## Task prompt
From the entries below, transcribe exactly the lines between the line holding "M806,946L816,949C821,964 810,1004 801,1017C796,1025" and the line holding "M465,712C489,719 541,730 565,724C580,720", inclusive; skip all other lines.

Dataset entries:
————————

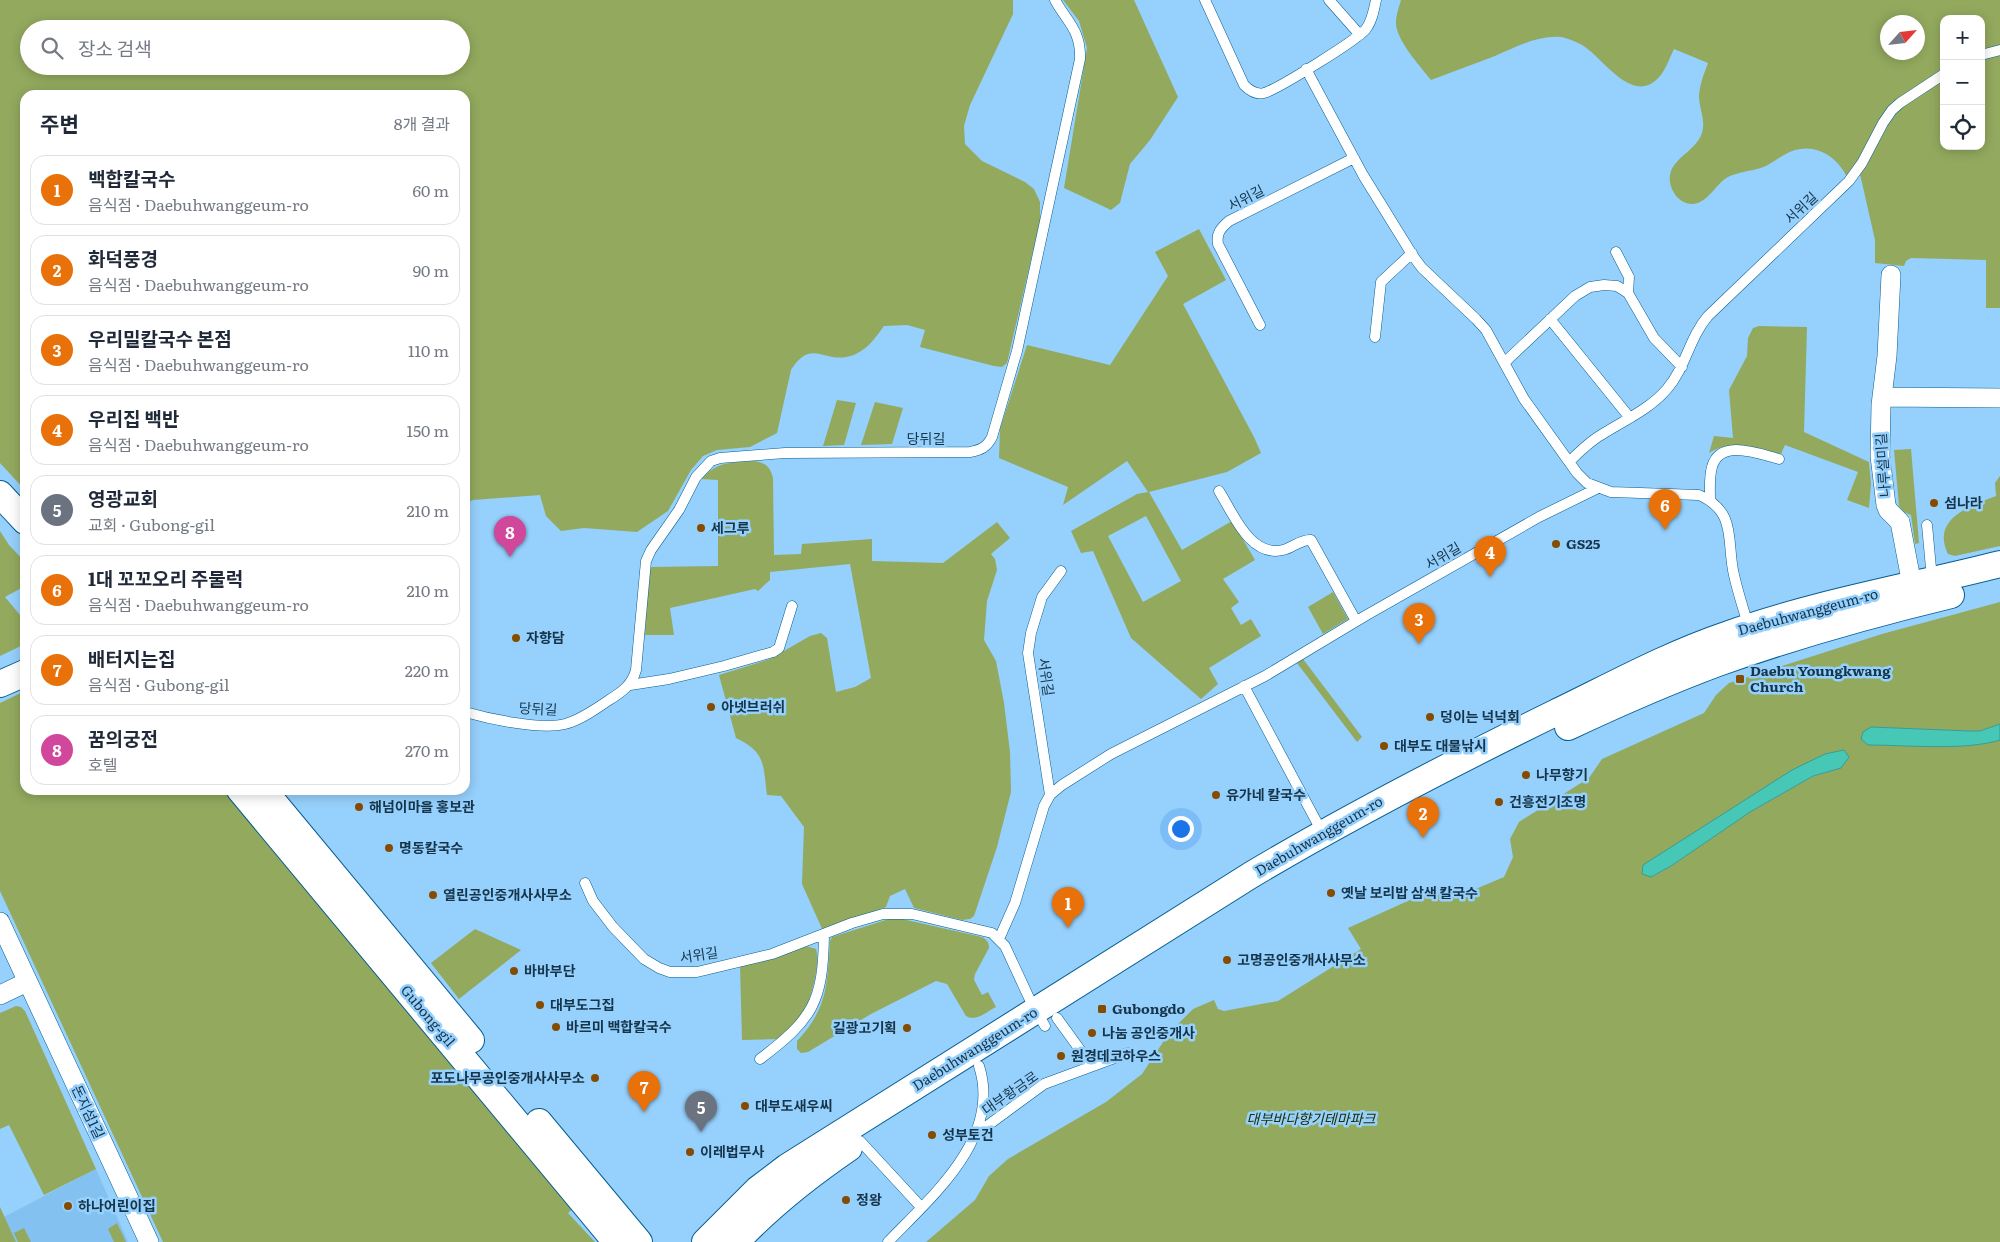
<!DOCTYPE html>
<html lang="ko">
<meta charset="utf-8">
<style>
body{margin:0;font-family:Literata,"Noto Sans KR",serif;background:#f6f6f7;color:#1f2937}
.controls{position:absolute;right:15px;top:15px;display:grid;overflow:hidden;border-radius:10px;box-shadow:0 2px 12px #0003}
.controls button{width:45px;height:45px;display:grid;place-items:center;padding:0;border:0;border-bottom:1px solid #e0e1e3;background:#fff;color:#1f2937;font:25px sans-serif}
.compass{position:absolute;left:1880px;top:15px;width:45px;height:45px;border-radius:50%;background:#fff;box-shadow:0 2px 12px #0003;rotate:63deg}
.you{position:absolute;left:1180px;top:828px;width:18px;height:18px;margin:-12px;border:4px solid #fff;border-radius:50%;background:#1a73e8;box-shadow:0 0 0 8px #1a73e833}
.badge{display:grid;place-items:center;width:32px;height:32px;border-radius:50%;background:#854b01;color:#fff;font-size:16px;font-weight:700}
.pin{position:absolute;translate:-50% -41px;filter:drop-shadow(0 1px 2px #0008)}
.pin::after{content:'';position:absolute;top:26px;width:18px;height:15px;background:inherit;clip-path:polygon(0 0,100% 0,50% 100%)}
.list{margin:0;padding:0;list-style:none}
h2{display:flex;justify-content:space-between;align-items:center;height:65px;margin:0;padding:0 20px;font-size:21px}
h2 small{font-size:16px;font-weight:400;color:#747a83}
.list li{display:grid;grid-template-columns:32px 1fr auto;gap:15px;align-items:center;box-sizing:border-box;height:70px;margin:0 10px 10px;padding:0 10px;border:1px solid #e0e1e3;border-radius:15px}
.list b{display:block;font-size:19px;white-space:nowrap}
.list p{margin:0;font-size:16px;white-space:nowrap;color:#747a83}
.list em{font-size:16px;font-style:normal;color:#747a83}
.icon{flex:none;width:28px;height:28px;fill:none;stroke:currentColor;stroke-width:2;stroke-linecap:round;stroke-linejoin:round}
.map{position:relative;flex:none;width:2000px;height:1242px;overflow:hidden}
.search{position:absolute;background:#fff;box-shadow:0 2px 12px #0003;left:20px;top:20px;width:450px;height:55px;display:flex;align-items:center;gap:12px;box-sizing:border-box;padding:0 18px;border-radius:28px;color:#747a83;font-size:19px}
.panel{position:absolute;background:#fff;box-shadow:0 2px 12px #0003;left:20px;top:90px;width:450px;height:705px;border-radius:15px}
.map>svg:first-child{display:block}
.built{fill:#83c1f0}
.green{fill:#93a95e;fill-rule:evenodd}
.water{fill:#47c8b6;stroke:#389c96}
.lines{fill:none;stroke-linecap:round;stroke-linejoin:round}
.lane-casing{stroke:#065e90;stroke-width:11}
.street-casing{stroke:#065e90;stroke-width:20}
.secondary-casing{stroke:#065e90;stroke-width:28}
.lane{stroke:#fff;stroke-width:10}
.street{stroke:#fff;stroke-width:19}
.secondary{stroke:#fff;stroke-width:26}
.poi-dot{fill:#854b01;stroke:#96d0fc;stroke-width:2}
.labels{text-anchor:middle;stroke-width:5;stroke-linejoin:round;paint-order:stroke}
.street-label{font-size:14px;fill:#16354b;stroke:#96d0fc}
.poi-label{font-size:14px;font-weight:bold;fill:#16354b;stroke:#96d0fc;text-anchor:start}
.park-label{font-size:14px;font-style:italic;fill:#232e00;stroke:#96d0fc}
</style>
<div class="map">
<svg width="2000" height="1242" viewBox="0 0 2000 1242">
<rect width="100%" height="100%" fill="#96d0fc"/>
<!-- built -->
<path class="built" d="M96,1169L128,1242H16L4,1217Z"/>
<!-- green -->
<path class="green" d="M0,0H1013V14L970,105L964,126L965,144L982,161L1025,182L1034,189L1040,202V221L1007,363L1002,367L994,366L920,347L925,330L907,325L884,326C874,340 864,354 846,357C823,361 810,339 791,370L777,433L750,447L717,450L703,456L691,470L668,511L637,532L584,528L561,531L546,516L540,495L473,500L465,504V95H25V490L0,463ZM29,29H461V66H29Z
M1063,0H1134L1178,97L1150,140L1130,164L1120,203L1111,210L1064,188L1087,48L1079,21Z
M1401,0H2000V47L1981,51V19H1944V70L1900,99L1847,177C1835,153 1809,140 1784,155C1776,159 1770,165 1761,168C1751,171 1738,172 1728,177C1717,183 1711,197 1700,202C1681,211 1665,187 1671,171C1677,156 1696,150 1702,133C1706,121 1699,108 1699,96C1700,83 1704,74 1708,63L1674,49C1670,57 1666,69 1660,76C1633,108 1603,57 1582,45C1577,42 1567,38 1561,37C1538,35 1516,47 1495,56C1474,64 1452,72 1431,80C1420,66 1396,40 1396,23C1396,15 1399,7 1401,0ZM1888,22H1918V52H1888Z
M2000,55V308H1986V260L1911,258L1906,261L1904,266L1875,263V240L1860,174C1876,154 1883,126 1901,108C1912,96 1930,88 1944,80V146H1981V59Z
M1199,229L1226,280L1183,304L1254,437L1261,453L1227,472L1149,492L1182,550L1232,521L1255,560L1223,579L1239,602L1231,608L1241,625L1251,619L1261,636L1209,668L1218,684L1201,699L1131,638L1093,551L1081,553L1071,531L1137,494L1148,492L1127,461L1063,505L1068,487L999,458L1000,429L1027,345L1110,365L1168,276L1155,252ZM1146,516L1181,581L1143,602L1108,536Z
M1759,326L1807,327L1804,432L1869,462L1871,484L1869,508L1847,500L1858,472L1785,445L1781,454C1757,449 1732,439 1709,453L1714,436L1733,438L1729,390L1747,356L1748,338L1753,328Z
M837,400L856,403L844,445L823,446Z
M875,402L903,408L892,444L861,445Z
M1911,449L1919,543L1915,544L1911,515L1904,512L1899,506L1894,450Z
M754,461C765,463 770,466 773,478L774,555L801,554L802,544L872,539V561L943,563L997,522L1010,538L991,554L995,559L997,570L987,601L984,640L996,661L1004,703L1010,752L1011,792L997,847L974,916L970,919L962,920L914,908L905,889L890,896L886,907L823,931L802,884L804,827L781,796L767,795C763,765 766,752 736,738L719,675L770,659L810,636L821,633L827,638L836,692L855,687L871,678L850,564L770,572V580L758,591L755,589L670,608L674,635H645L647,589L651,567L718,566V480L701,479C718,461 730,463 754,461Z
M2000,476V546L1955,556L1948,554C1931,519 1969,506 1996,496L1995,483Z
M0,531L9,545L25,562V586L5,597L25,621V644L0,656Z
M1333,592L1348,619L1323,634L1308,607Z
M2000,602V724L1980,731H1969L1871,727L1868,745L1965,746L2000,740V1242H926L975,1200L989,1176L1008,1159L1106,1102L1142,1074L1169,1033L1193,1009L1214,1000L1218,1009L1224,1011L1278,1001L1361,949L1348,928L1432,890L1478,888L1504,877L1513,857L1510,839L1519,822L1589,778L1602,759L1704,713L1716,695L1729,683L1882,634ZM1844,750L1849,757L1840,768L1813,776L1750,812L1671,866L1652,877L1825,754Z
M1303,659L1362,737L1357,742L1297,663Z
M25,691V790H229L576,1206L568,1213L595,1242H163L0,891V703Z
M889,919H902L982,937C987,940 989,942 989,948L975,974L974,980L982,995L988,992L996,1007C986,1012 976,1022 966,1016L947,984L936,981L871,1014L808,1052L801,1053L797,1049V1041C828,1008 827,985 830,941L832,937Z
M475,929L521,950L459,999L431,963Z
M806,946L816,949C821,964 810,1004 801,1017C796,1025 786,1032 778,1039L742,1040L740,965Z
M16,1006L21,1007L25,1011L96,1169L44,1195L9,1125L0,1129V1013Z
M0,1207L16,1242H0Z
M117,1223L126,1242H114L108,1229Z
M24,1228L31,1242H18L14,1233Z"/>
<!-- water -->
<path class="water" d="M2000,724V740C1965,751 1906,745 1868,745L1861,739L1863,732L1871,727L1969,731H1980Z
M1844,750L1849,757L1841,768L1813,776L1750,812L1671,866L1651,877L1642,874L1643,865L1792,770L1825,754Z"/>
<g class="lines">
<!-- lane casing -->
<g class="lane-casing">
<path id="lane" d="M1205,0L1244,85C1250,91 1256,95 1264,93C1278,89 1357,40 1366,29C1372,21 1374,10 1376,0
M1329,0L1360,35
M1981,55L2000,50
M1306,69L1363,175L1413,256L1422,268L1476,319L1486,330L1524,399L1577,473L1587,483L1611,492L1699,495C1738,512 1726,542 1734,575C1738,593 1744,611 1749,628
M1616,252L1629,277L1628,293
M1550,319L1630,418
M1260,325L1218,244C1216,233 1221,228 1229,221L1354,158
M1375,337L1381,282L1412,253
M1504,363L1575,296L1590,287L1604,285L1617,286L1628,293L1654,338L1682,367
M1569,462C1579,452 1589,442 1601,435C1623,421 1650,409 1667,389C1686,367 1689,338 1708,316L1849,181L1862,163L1883,123L1892,110L1900,103L1944,74
M1219,491C1233,513 1250,558 1283,550C1292,548 1301,539 1311,540L1356,621
M1710,499C1710,489 1709,477 1712,467C1720,438 1759,454 1779,459
M1927,525L1932,579
M630,685L669,679L724,666L773,652L779,648L792,606
M1244,686L1322,832
M465,712C489,719 541,730 565,724C580,720 596,709 609,700C622,692 632,685 636,670L646,561L651,550L679,510L696,477L711,461L720,458L785,453L970,452C981,450 987,447 992,437L1017,351L1080,59C1081,30 1067,22 1055,0
M1050,795L1028,653L1031,633L1042,597L1061,571
M585,883L593,901L613,927L644,959L659,968L670,972H697L772,954L852,923L883,914H912L992,933L1005,946L1030,1000L1045,1026
M999,939L1015,903L1044,806L1050,795L1062,785L1111,754L1265,676L1365,616L1539,517L1598,488
M1057,1018L1091,1065
M760,1059C813,1019 823,1002 824,935
M976,1134L1044,1084L1128,1053
M860,1141L921,1207
M888,1242C932,1196 1002,1138 979,1066"/>
</g>
<!-- street casing -->
<g class="street-casing">
<path id="street" d="M1891,275L1887,356L1881,405L1880,456L1886,505L1888,510L1900,522L1912,585
M1882,397L2000,398
M0,922L149,1242
M0,995L27,982"/>
</g>
<!-- secondary casing -->
<g class="secondary-casing">
<path id="secondary" d="M0,494L25,521
M0,684L25,673
M1568,727C1617,704 1667,682 1718,663C1794,636 1872,614 1951,595
M240,790L616,1242
M266,793L471,1040
M539,1122L639,1242
M705,1242L758,1189L787,1167L1251,875C1350,816 1451,764 1555,713C1611,686 1667,655 1726,635C1815,603 1909,587 2000,564
M736,1242C770,1206 808,1176 849,1148"/>
</g>
<!-- lane -->
<use href="#lane" class="lane"/>
<!-- street -->
<use href="#street" class="street"/>
<!-- secondary -->
<use href="#secondary" class="secondary"/>
</g>
<!-- markers -->
<g class="poi-dot">
<circle cx="1934" cy="503" r="5"/>
<circle cx="701" cy="528" r="5"/>
<circle cx="1556" cy="544" r="5"/>
<circle cx="516" cy="638" r="5"/>
<rect x="1735" y="674" width="10" height="10" rx="2.5"/>
<circle cx="711" cy="707" r="5"/>
<circle cx="1430" cy="717" r="5"/>
<circle cx="1384" cy="746" r="5"/>
<circle cx="1526" cy="775" r="5"/>
<circle cx="1216" cy="795" r="5"/>
<circle cx="1499" cy="802" r="5"/>
<circle cx="359" cy="807" r="5"/>
<circle cx="389" cy="848" r="5"/>
<circle cx="1331" cy="893" r="5"/>
<circle cx="433" cy="895" r="5"/>
<circle cx="1227" cy="960" r="5"/>
<circle cx="514" cy="971" r="5"/>
<circle cx="540" cy="1005" r="5"/>
<rect x="1097" y="1004" width="10" height="10" rx="2.5"/>
<circle cx="556" cy="1027" r="5"/>
<circle cx="907" cy="1028" r="5"/>
<circle cx="1092" cy="1033" r="5"/>
<circle cx="1061" cy="1056" r="5"/>
<circle cx="595" cy="1078" r="5"/>
<circle cx="745" cy="1106" r="5"/>
<circle cx="932" cy="1135" r="5"/>
<circle cx="690" cy="1152" r="5"/>
<circle cx="846" cy="1200" r="5"/>
<circle cx="68" cy="1206" r="5"/>
</g>
<g class="labels">
<!-- street labels -->
<g class="street-label">
<text transform="translate(1246 198) rotate(-27)" y="5">서위길</text>
<text transform="translate(1801 208) rotate(-43)" y="5">서위길</text>
<text x="926" y="444">당뒤길</text>
<text transform="translate(1883 465) rotate(-94)" y="5">나루설미길</text>
<text transform="translate(1443 556) rotate(-30)" y="5">서위길</text>
<text transform="translate(1808 612) rotate(-15)" y="5">Daebuhwanggeum-ro</text>
<text transform="translate(1046 677) rotate(82)" y="5">서위길</text>
<text transform="translate(538 709) rotate(3)" y="5">당뒤길</text>
<text transform="translate(1319 836) rotate(-30)" y="5">Daebuhwanggeum-ro</text>
<text transform="translate(699 955) rotate(-8)" y="5">서위길</text>
<text transform="translate(428 1016) rotate(50)" y="5">Gubong-gil</text>
<text transform="translate(975 1049) rotate(-32)" y="5">Daebuhwanggeum-ro</text>
<text transform="translate(1010 1093) rotate(-35)" y="5">대부황금로</text>
<text transform="translate(88 1112) rotate(65)" y="5">돈지섬1길</text>
</g>
<!-- poi labels -->
<g class="poi-label">
<text x="1944" y="508">섬나라</text>
<text x="711" y="533">세그루</text>
<text x="1566" y="549">GS25</text>
<text x="526" y="643">자향담</text>
<text x="1750" y="676">Daebu Youngkwang<tspan x="1750" dy="16">Church</tspan></text>
<text x="721" y="712">아넷브러쉬</text>
<text x="1440" y="722">덩이는 넉넉회</text>
<text x="1394" y="751">대부도 대물낚시</text>
<text x="1536" y="780">나무향기</text>
<text x="1226" y="800">유가네 칼국수</text>
<text x="1509" y="807">건흥전기조명</text>
<text x="369" y="812">해넘이마을 홍보관</text>
<text x="399" y="853">명동칼국수</text>
<text x="1341" y="898">옛날 보리밥 삼색 칼국수</text>
<text x="443" y="900">열린공인중개사사무소</text>
<text x="1237" y="965">고명공인중개사사무소</text>
<text x="524" y="976">바바부단</text>
<text x="550" y="1010">대부도그집</text>
<text x="1112" y="1014">Gubongdo</text>
<text x="566" y="1032">바르미 백합칼국수</text>
<text x="897" y="1033" text-anchor="end">길광고기획</text>
<text x="1102" y="1038">나눔 공인중개사</text>
<text x="1071" y="1061">원경데코하우스</text>
<text x="585" y="1083" text-anchor="end">포도나무공인중개사사무소</text>
<text x="755" y="1111">대부도새우씨</text>
<text x="942" y="1140">성부토건</text>
<text x="700" y="1157">이레법무사</text>
<text x="856" y="1205">정왕</text>
<text x="78" y="1211">하나어린이집</text>
</g>
<!-- park labels -->
<g class="park-label">
<text x="1311" y="1124">대부바다향기테마파크</text>
</g>
</g>
</svg>
<div class="controls">
<button>+</button>
<button>−</button>
<button><svg class="icon" aria-label="locate" viewBox="0 0 24 24"><circle cx="12" cy="12" r="6"/><path d="M12 2v4M12 18v4M2 12h4M18 12h4"/></svg></button>
</div>
<svg class="compass" viewBox="-18 -18 36 36"><path d="M0-13l5 13h-10z" fill="#e53935"/><path d="M0 13l5-13h-10z" fill="#747a83"/></svg>
<div class="you"></div>
<div class="pin badge" style="left:1068px;top:928px;background:#e8710a">1</div>
<div class="pin badge" style="left:1423px;top:838px;background:#e8710a">2</div>
<div class="pin badge" style="left:1419px;top:644px;background:#e8710a">3</div>
<div class="pin badge" style="left:1490px;top:577px;background:#e8710a">4</div>
<div class="pin badge" style="left:701px;top:1132px;background:#6b7280">5</div>
<div class="pin badge" style="left:1665px;top:530px;background:#e8710a">6</div>
<div class="pin badge" style="left:644px;top:1112px;background:#e8710a">7</div>
<div class="pin badge" style="left:510px;top:557px;background:#d1479c">8</div>
<div class="search"><svg class="icon" aria-label="search" viewBox="0 0 24 24"><circle cx="10" cy="10" r="6"/><path d="M15 15l6 6"/></svg>장소 검색</div>
<section class="panel">
<h2>주변<small>8개 결과</small></h2>
<ul class="list">
<li><span class="badge" style="background:#e8710a">1</span><div><b>백합칼국수</b><p>음식점 · Daebuhwanggeum-ro</p></div><em>60 m</em></li>
<li><span class="badge" style="background:#e8710a">2</span><div><b>화덕풍경</b><p>음식점 · Daebuhwanggeum-ro</p></div><em>90 m</em></li>
<li><span class="badge" style="background:#e8710a">3</span><div><b>우리밀칼국수 본점</b><p>음식점 · Daebuhwanggeum-ro</p></div><em>110 m</em></li>
<li><span class="badge" style="background:#e8710a">4</span><div><b>우리집 백반</b><p>음식점 · Daebuhwanggeum-ro</p></div><em>150 m</em></li>
<li><span class="badge" style="background:#6b7280">5</span><div><b>영광교회</b><p>교회 · Gubong-gil</p></div><em>210 m</em></li>
<li><span class="badge" style="background:#e8710a">6</span><div><b>1대 꼬꼬오리 주물럭</b><p>음식점 · Daebuhwanggeum-ro</p></div><em>210 m</em></li>
<li><span class="badge" style="background:#e8710a">7</span><div><b>배터지는집</b><p>음식점 · Gubong-gil</p></div><em>220 m</em></li>
<li><span class="badge" style="background:#d1479c">8</span><div><b>꿈의궁전</b><p>호텔</p></div><em>270 m</em></li>
</ul>
</section>
</div>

————————

## Answer to the exercise
M806,946L816,949C821,964 810,1004 801,1017C796,1025 786,1032 778,1039L742,1040L740,965Z
M16,1006L21,1007L25,1011L96,1169L44,1195L9,1125L0,1129V1013Z
M0,1207L16,1242H0Z
M117,1223L126,1242H114L108,1229Z
M24,1228L31,1242H18L14,1233Z"/>
<!-- water -->
<path class="water" d="M2000,724V740C1965,751 1906,745 1868,745L1861,739L1863,732L1871,727L1969,731H1980Z
M1844,750L1849,757L1841,768L1813,776L1750,812L1671,866L1651,877L1642,874L1643,865L1792,770L1825,754Z"/>
<g class="lines">
<!-- lane casing -->
<g class="lane-casing">
<path id="lane" d="M1205,0L1244,85C1250,91 1256,95 1264,93C1278,89 1357,40 1366,29C1372,21 1374,10 1376,0
M1329,0L1360,35
M1981,55L2000,50
M1306,69L1363,175L1413,256L1422,268L1476,319L1486,330L1524,399L1577,473L1587,483L1611,492L1699,495C1738,512 1726,542 1734,575C1738,593 1744,611 1749,628
M1616,252L1629,277L1628,293
M1550,319L1630,418
M1260,325L1218,244C1216,233 1221,228 1229,221L1354,158
M1375,337L1381,282L1412,253
M1504,363L1575,296L1590,287L1604,285L1617,286L1628,293L1654,338L1682,367
M1569,462C1579,452 1589,442 1601,435C1623,421 1650,409 1667,389C1686,367 1689,338 1708,316L1849,181L1862,163L1883,123L1892,110L1900,103L1944,74
M1219,491C1233,513 1250,558 1283,550C1292,548 1301,539 1311,540L1356,621
M1710,499C1710,489 1709,477 1712,467C1720,438 1759,454 1779,459
M1927,525L1932,579
M630,685L669,679L724,666L773,652L779,648L792,606
M1244,686L1322,832
M465,712C489,719 541,730 565,724C580,720 596,709 609,700C622,692 632,685 636,670L646,561L651,550L679,510L696,477L711,461L720,458L785,453L970,452C981,450 987,447 992,437L1017,351L1080,59C1081,30 1067,22 1055,0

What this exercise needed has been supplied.